Christopher Dorner

No Charges for LAPD Officers Who Shot Delivery Women During Christopher Dorner Manhunt

Eight Los Angeles Police Department officers who mistakenly opened fire on two newspaper delivery women during a manhunt for rogue ex-LAPD Officer Christopher Dorner will not face charges, prosecutors announced Wednesday.

The Los Angeles County District Attorney's Office said in a letter it found "insufficient admissible evidence" to prove the officers acted unreasonably.

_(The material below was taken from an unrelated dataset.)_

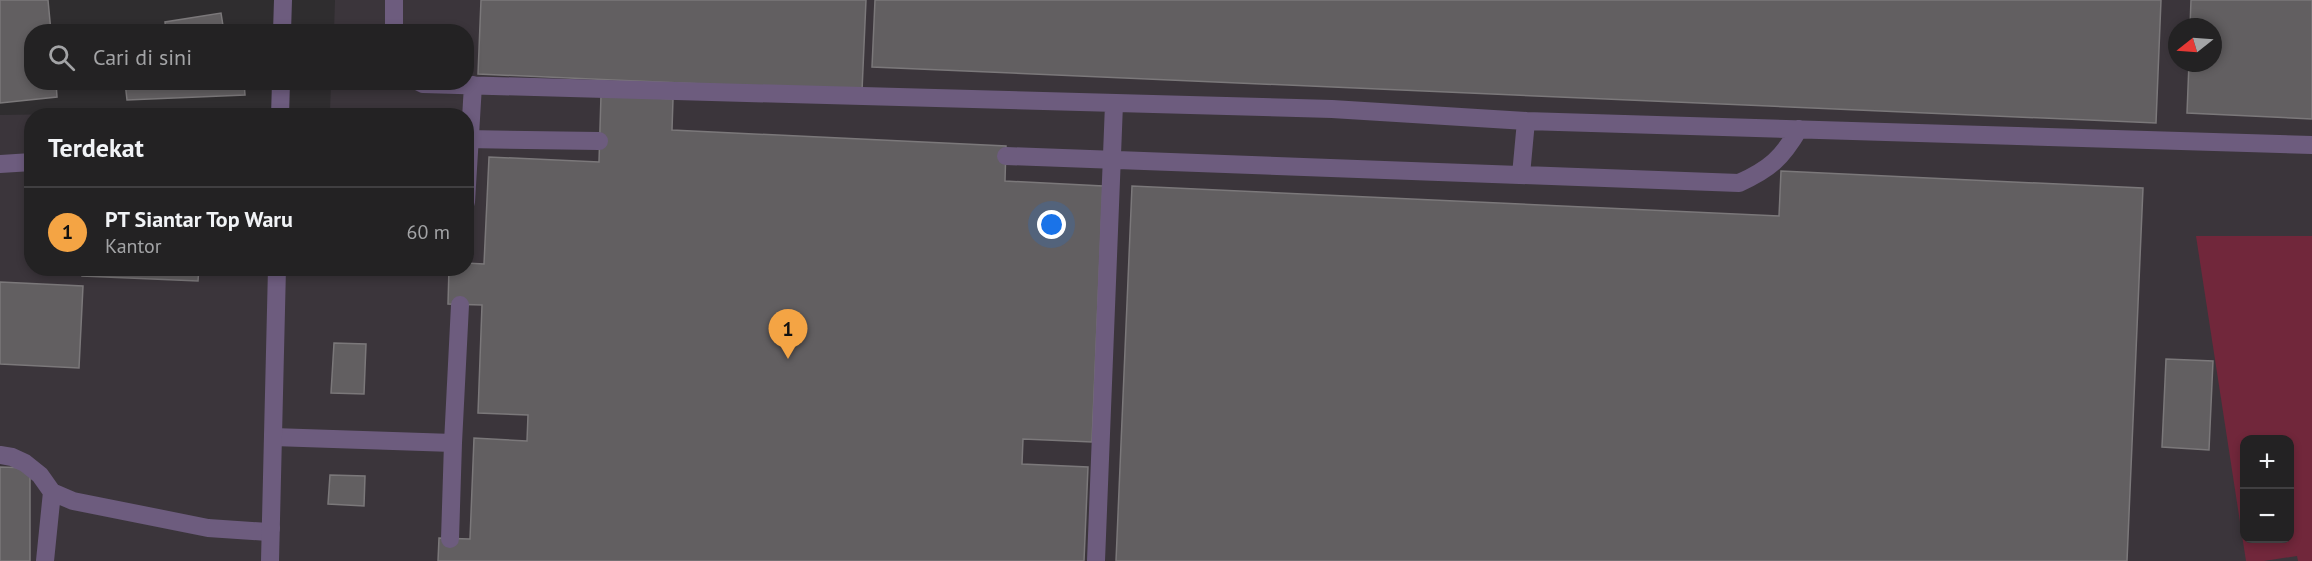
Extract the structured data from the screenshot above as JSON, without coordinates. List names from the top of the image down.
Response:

On Feb. 7, 2013, Margie Carranza and her mother Emma Hernandez, then 71, were delivering newspapers before dawn in Torrance, where officers were posted on protective duty armed with shotguns and handguns. As the women slowly drove down the street, officers shot at their blue pickup truck mistaking it for Dorner’s gray or dark blue Nissan Titan.

"When the gun shots started, I started yelling I'm the person that delivers the LA Times!' I was thinking, 'What is the reason they're shooting at me?'" Carranza recalled during a 2013 interview with NBC4.

Carranza was grazed by bullets and her mother was shot twice in the back and neck. They were ordered out of the truck and later taken to Harbor-UCLA Medical Center.

"Although the officers were mistaken, their perceptions were based on actual observations: a vehicle matching the suspect vehicle's description, with a partial matching license plate, being driven slowly on the wrong side of the street, followed by an object being thrown from the driver's side," the district attorney's letter said.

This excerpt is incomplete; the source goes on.